PROMPT: Copy every line that contains the string "body" from the entries below.

*** Opening of GIVEN RECORDS ***

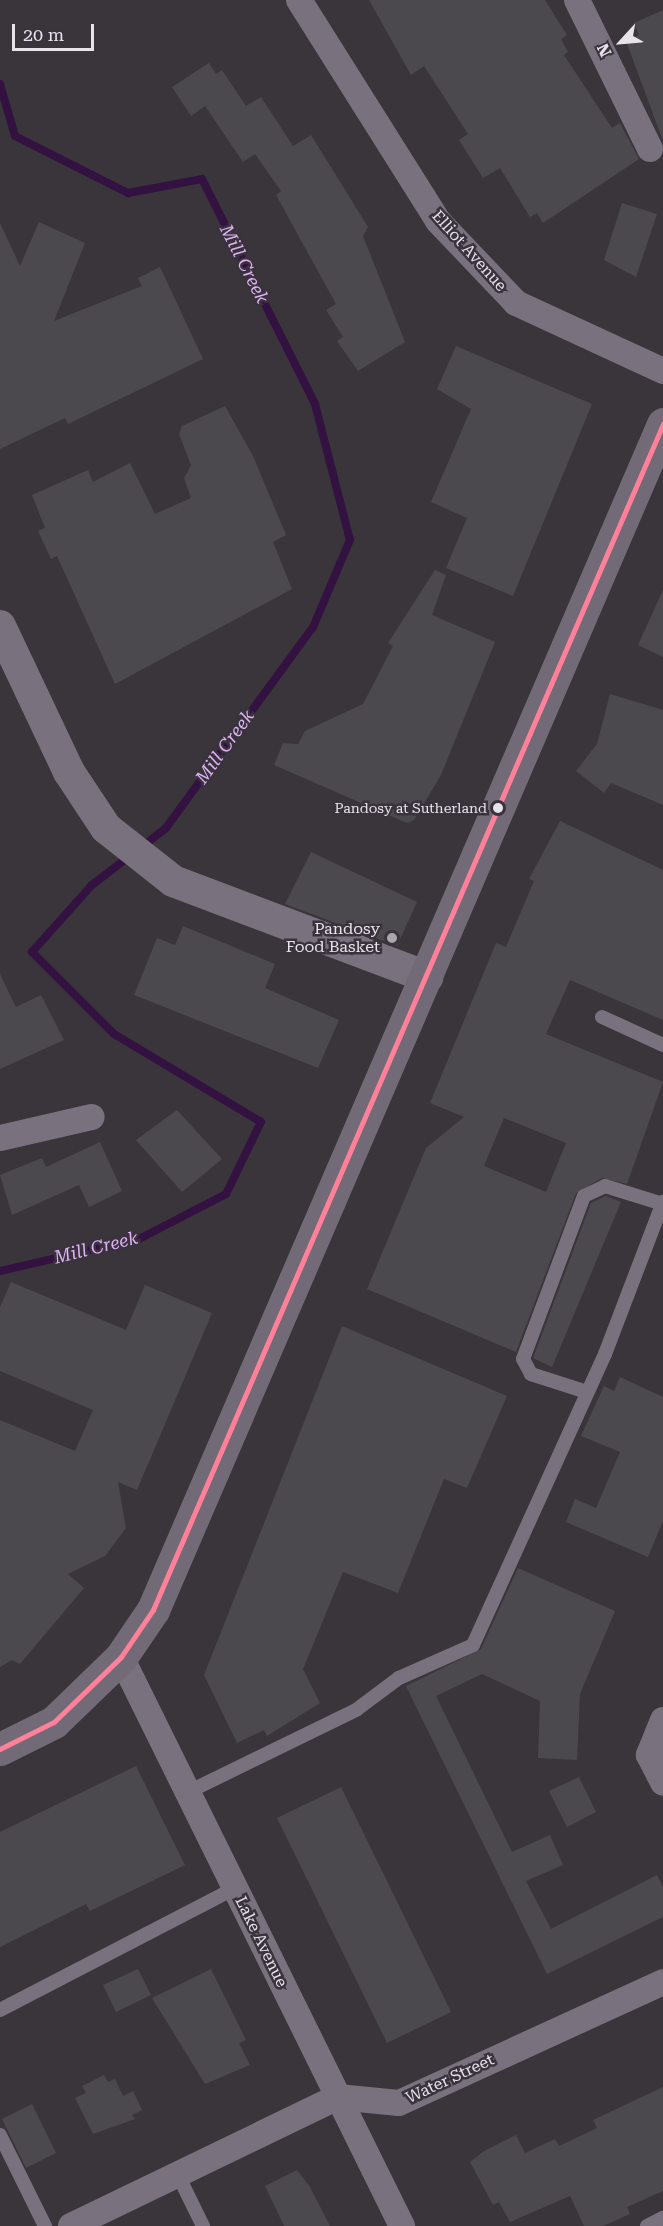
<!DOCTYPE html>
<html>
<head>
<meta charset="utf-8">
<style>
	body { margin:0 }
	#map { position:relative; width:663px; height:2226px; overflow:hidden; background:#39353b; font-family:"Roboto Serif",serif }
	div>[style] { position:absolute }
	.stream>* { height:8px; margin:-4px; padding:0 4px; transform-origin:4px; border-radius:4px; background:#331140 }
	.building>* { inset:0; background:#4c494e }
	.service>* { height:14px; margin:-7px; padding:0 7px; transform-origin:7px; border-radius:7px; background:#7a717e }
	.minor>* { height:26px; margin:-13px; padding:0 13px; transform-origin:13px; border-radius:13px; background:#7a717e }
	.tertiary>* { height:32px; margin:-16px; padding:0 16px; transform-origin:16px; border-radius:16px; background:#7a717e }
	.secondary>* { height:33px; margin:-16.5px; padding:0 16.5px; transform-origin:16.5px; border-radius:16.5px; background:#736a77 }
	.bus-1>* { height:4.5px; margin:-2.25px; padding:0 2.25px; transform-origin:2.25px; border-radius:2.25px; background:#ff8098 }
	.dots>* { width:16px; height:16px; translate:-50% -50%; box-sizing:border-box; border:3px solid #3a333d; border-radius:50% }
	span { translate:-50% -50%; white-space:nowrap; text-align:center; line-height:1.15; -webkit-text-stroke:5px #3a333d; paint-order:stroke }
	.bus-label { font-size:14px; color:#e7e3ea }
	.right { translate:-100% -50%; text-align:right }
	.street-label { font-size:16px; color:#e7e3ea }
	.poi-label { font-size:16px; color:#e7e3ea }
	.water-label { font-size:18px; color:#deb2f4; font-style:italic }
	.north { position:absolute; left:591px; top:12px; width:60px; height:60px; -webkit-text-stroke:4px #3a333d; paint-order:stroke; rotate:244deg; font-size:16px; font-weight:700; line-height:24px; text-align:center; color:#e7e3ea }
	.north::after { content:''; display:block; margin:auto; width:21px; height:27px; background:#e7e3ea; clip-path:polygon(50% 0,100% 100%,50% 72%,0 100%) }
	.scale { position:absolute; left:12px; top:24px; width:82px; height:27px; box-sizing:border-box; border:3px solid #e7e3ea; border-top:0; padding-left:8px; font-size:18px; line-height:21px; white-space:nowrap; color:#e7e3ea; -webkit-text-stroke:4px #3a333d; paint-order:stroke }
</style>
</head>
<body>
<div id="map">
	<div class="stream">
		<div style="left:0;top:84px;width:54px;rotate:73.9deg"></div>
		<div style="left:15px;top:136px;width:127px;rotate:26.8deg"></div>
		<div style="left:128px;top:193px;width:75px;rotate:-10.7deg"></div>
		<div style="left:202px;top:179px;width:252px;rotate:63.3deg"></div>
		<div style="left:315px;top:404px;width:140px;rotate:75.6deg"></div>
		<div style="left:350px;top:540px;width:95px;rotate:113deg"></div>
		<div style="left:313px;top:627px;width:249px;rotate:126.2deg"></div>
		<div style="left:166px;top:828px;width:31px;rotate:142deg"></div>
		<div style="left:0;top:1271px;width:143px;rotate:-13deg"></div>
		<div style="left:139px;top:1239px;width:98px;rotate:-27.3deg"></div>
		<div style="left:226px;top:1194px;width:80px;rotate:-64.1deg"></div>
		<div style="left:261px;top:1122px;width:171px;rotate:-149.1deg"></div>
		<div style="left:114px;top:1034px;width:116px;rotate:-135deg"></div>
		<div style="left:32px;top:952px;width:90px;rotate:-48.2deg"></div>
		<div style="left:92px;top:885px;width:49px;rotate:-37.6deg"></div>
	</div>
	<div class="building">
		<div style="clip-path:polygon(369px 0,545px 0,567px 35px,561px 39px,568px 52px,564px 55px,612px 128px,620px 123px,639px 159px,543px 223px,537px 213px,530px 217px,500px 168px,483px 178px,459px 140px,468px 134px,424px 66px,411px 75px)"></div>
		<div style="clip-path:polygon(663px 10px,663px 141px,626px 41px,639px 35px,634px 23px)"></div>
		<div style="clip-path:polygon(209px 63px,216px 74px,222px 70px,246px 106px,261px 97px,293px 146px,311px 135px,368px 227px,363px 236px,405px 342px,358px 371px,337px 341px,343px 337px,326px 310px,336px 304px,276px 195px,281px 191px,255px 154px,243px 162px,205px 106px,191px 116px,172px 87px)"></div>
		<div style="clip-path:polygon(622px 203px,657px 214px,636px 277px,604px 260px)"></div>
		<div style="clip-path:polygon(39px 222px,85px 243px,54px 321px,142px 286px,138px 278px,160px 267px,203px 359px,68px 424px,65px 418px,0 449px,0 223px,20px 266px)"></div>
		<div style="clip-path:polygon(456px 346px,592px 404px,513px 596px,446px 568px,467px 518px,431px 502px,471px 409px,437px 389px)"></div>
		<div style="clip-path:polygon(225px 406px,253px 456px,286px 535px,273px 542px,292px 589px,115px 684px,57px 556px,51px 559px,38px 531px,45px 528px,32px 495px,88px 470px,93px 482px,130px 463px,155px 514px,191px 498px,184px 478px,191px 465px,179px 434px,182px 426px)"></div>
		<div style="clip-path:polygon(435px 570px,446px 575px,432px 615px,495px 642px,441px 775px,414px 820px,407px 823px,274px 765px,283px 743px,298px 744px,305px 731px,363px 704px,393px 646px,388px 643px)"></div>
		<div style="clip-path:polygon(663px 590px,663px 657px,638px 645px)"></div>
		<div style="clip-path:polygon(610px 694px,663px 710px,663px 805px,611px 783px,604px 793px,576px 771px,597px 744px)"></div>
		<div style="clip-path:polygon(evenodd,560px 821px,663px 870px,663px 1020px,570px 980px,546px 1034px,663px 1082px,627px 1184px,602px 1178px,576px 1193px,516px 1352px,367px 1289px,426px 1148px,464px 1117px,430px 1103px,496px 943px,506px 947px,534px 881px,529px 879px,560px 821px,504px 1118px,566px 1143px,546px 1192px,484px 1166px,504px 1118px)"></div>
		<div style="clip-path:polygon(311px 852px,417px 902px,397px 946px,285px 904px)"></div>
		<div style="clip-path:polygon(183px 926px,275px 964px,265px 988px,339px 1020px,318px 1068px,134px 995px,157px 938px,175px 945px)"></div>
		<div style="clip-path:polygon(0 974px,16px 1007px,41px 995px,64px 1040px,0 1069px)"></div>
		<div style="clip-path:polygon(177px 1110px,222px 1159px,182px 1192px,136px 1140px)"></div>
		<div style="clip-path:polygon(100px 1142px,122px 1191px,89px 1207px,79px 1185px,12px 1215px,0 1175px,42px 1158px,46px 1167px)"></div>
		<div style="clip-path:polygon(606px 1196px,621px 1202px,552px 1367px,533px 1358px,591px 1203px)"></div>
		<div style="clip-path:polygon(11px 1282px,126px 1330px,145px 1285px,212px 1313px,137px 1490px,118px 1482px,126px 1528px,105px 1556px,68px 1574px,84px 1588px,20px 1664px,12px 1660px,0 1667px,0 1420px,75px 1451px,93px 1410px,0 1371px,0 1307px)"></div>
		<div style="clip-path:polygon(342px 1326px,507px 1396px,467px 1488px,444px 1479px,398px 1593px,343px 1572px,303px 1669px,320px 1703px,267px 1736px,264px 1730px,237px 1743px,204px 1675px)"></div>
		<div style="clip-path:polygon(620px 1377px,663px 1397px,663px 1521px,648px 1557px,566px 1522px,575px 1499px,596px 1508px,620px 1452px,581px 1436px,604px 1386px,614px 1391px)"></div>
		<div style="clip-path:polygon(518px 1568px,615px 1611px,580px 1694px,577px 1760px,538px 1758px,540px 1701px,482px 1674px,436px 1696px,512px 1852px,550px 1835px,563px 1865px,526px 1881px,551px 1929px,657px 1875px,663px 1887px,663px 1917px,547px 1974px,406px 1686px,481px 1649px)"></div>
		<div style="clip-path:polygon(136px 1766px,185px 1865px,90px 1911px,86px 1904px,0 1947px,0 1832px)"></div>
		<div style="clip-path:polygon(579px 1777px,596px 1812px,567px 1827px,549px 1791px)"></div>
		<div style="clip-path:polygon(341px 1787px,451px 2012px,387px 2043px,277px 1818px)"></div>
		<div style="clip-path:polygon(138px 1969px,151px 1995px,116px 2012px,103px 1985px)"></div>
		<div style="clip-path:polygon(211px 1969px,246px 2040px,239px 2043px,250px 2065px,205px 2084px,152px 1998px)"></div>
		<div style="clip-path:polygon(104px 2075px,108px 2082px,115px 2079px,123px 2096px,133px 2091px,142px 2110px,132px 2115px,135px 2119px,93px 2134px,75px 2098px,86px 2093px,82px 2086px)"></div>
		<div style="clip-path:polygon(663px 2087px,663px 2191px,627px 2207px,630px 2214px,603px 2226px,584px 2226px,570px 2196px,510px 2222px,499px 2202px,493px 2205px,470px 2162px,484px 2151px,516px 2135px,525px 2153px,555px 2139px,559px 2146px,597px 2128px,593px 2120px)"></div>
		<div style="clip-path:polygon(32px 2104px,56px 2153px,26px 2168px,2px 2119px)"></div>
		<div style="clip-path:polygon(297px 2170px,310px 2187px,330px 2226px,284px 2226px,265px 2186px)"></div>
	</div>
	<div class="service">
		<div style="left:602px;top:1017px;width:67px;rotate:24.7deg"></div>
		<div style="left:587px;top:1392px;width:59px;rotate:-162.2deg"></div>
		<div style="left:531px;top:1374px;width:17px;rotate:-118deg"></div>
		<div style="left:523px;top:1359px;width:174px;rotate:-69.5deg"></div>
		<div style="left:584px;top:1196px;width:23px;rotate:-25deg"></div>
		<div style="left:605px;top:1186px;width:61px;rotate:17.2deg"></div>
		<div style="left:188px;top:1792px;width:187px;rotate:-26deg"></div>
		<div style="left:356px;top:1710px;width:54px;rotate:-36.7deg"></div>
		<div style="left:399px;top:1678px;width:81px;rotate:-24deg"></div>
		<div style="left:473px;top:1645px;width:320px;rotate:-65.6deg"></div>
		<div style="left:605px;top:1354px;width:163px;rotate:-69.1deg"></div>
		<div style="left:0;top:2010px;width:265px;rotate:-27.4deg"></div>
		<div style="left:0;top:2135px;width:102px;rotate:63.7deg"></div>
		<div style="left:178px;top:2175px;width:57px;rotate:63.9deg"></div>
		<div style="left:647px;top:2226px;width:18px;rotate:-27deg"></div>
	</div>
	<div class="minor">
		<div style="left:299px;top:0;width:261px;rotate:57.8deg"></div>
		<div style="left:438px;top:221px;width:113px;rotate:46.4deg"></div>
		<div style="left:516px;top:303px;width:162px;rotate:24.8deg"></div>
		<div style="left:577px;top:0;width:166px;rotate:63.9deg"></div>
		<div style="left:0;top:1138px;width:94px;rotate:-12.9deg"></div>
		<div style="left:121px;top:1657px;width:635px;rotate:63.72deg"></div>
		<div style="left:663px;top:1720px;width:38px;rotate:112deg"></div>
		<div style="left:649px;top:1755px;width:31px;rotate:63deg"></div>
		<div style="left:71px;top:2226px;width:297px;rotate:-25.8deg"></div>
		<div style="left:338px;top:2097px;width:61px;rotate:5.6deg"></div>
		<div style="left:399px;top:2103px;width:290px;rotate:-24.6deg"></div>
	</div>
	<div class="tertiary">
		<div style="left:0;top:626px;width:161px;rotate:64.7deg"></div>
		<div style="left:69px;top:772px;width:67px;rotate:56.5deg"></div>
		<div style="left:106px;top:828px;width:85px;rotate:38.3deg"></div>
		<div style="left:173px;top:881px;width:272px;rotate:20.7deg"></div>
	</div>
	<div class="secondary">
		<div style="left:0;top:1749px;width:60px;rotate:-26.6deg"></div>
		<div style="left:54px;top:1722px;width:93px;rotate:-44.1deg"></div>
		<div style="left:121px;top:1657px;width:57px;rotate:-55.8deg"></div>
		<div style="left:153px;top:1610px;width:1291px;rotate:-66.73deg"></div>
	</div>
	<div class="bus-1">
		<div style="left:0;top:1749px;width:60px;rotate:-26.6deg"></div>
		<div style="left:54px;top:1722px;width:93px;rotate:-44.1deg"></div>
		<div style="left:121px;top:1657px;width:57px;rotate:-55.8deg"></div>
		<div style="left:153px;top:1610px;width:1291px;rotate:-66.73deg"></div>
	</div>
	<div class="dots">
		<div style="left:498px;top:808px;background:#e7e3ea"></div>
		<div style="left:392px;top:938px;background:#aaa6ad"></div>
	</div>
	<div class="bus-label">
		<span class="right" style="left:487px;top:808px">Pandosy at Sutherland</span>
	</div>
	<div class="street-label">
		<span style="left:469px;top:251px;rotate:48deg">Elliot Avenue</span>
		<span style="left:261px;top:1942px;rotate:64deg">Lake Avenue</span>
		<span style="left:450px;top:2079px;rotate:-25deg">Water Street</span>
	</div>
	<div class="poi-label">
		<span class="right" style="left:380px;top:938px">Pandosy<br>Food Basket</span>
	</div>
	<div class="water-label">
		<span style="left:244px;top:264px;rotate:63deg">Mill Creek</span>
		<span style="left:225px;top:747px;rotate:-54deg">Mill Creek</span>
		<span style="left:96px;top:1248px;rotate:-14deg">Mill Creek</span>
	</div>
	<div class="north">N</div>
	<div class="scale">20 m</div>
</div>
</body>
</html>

*** Close of GIVEN RECORDS ***
*** Opening of GIVEN RECORDS ***

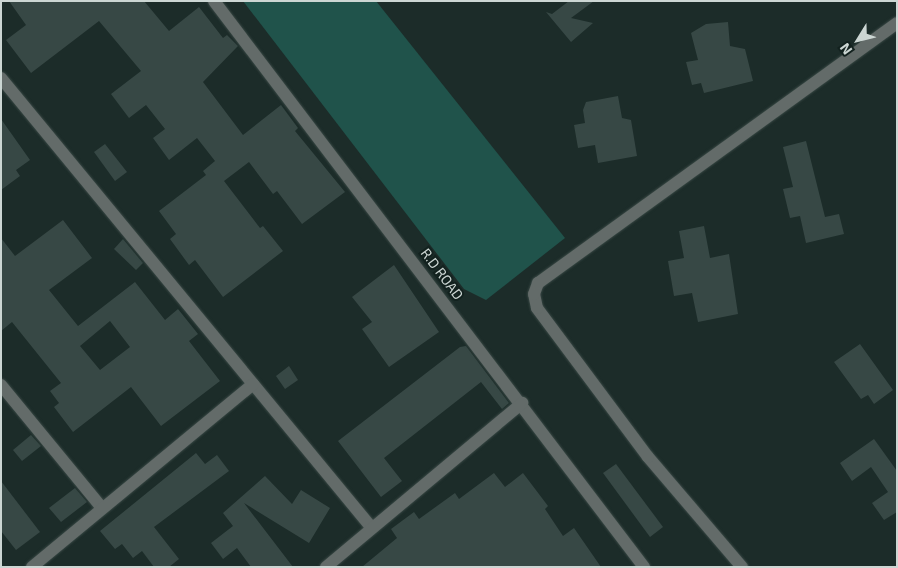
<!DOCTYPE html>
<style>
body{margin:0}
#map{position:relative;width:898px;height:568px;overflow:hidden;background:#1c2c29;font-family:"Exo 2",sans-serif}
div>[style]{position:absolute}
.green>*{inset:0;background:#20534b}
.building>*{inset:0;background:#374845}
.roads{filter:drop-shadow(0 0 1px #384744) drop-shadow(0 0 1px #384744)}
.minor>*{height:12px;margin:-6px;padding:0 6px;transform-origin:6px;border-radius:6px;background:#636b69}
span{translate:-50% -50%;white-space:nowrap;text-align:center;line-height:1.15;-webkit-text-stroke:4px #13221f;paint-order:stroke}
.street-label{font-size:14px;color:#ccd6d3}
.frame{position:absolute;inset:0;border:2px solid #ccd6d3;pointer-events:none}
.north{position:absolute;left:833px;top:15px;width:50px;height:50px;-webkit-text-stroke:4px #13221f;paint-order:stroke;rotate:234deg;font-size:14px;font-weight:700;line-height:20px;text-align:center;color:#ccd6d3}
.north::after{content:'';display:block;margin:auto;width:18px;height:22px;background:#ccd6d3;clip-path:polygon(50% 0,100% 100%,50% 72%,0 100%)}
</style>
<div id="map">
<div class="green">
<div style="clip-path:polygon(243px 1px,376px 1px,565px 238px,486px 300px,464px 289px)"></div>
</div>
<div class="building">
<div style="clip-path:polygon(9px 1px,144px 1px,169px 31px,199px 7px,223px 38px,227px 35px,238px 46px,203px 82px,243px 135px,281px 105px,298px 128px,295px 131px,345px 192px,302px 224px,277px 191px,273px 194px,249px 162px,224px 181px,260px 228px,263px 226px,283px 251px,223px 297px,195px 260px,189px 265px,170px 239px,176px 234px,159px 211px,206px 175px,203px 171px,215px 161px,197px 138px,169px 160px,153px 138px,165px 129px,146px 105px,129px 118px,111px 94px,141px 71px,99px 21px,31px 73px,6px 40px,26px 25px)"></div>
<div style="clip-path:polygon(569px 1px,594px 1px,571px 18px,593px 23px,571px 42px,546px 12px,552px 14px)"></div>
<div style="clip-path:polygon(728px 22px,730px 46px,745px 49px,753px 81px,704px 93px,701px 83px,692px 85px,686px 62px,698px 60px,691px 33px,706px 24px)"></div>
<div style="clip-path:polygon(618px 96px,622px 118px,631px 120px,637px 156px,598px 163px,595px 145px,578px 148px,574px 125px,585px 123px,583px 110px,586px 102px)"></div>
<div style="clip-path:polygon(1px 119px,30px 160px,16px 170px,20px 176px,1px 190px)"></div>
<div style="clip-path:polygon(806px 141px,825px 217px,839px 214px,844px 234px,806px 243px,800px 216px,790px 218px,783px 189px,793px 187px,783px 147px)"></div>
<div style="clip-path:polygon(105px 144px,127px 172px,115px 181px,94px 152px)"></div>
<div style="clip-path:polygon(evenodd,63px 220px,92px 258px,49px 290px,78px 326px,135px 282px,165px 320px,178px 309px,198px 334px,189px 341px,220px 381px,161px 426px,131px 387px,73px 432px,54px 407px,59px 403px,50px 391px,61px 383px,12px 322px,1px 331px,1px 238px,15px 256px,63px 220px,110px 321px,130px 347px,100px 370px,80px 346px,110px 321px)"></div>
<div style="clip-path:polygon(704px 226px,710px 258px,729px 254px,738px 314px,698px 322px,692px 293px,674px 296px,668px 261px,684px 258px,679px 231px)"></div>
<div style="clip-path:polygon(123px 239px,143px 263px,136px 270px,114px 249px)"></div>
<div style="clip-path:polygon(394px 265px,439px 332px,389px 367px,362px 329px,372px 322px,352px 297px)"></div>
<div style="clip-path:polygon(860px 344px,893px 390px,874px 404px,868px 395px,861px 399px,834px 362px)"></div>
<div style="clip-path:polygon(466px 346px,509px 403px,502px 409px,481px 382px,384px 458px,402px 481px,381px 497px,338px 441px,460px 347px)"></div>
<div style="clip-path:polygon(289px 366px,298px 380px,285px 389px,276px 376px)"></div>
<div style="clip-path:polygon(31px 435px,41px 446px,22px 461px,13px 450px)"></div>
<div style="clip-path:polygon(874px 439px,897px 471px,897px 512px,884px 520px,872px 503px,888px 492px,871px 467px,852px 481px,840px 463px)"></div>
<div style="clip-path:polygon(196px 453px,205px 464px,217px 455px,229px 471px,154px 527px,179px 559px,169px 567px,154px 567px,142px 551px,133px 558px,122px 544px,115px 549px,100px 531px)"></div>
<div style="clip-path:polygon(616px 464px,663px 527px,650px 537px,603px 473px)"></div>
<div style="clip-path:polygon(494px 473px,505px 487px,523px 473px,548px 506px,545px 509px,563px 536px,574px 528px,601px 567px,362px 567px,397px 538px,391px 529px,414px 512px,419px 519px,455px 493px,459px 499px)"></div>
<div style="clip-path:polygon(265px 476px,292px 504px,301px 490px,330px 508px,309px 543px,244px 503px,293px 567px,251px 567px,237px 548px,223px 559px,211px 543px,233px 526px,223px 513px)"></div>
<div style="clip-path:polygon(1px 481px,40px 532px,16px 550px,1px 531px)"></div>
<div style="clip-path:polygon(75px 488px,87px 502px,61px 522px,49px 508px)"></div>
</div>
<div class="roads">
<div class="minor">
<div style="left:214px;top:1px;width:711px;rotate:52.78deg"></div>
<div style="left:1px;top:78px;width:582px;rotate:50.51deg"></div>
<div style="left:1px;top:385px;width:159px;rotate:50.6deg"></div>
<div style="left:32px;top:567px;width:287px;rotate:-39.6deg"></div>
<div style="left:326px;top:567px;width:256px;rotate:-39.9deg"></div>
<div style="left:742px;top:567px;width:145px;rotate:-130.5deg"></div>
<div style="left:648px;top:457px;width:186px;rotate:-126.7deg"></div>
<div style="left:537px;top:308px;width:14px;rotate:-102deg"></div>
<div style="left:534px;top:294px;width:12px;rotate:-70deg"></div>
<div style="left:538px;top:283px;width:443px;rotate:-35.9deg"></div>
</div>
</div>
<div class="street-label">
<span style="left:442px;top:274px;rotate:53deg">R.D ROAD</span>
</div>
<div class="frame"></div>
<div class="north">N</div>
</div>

*** Close of GIVEN RECORDS ***

SOLUTION FOR THIS EXERCISE:
	body { margin:0 }
<body>
</body>
body{margin:0}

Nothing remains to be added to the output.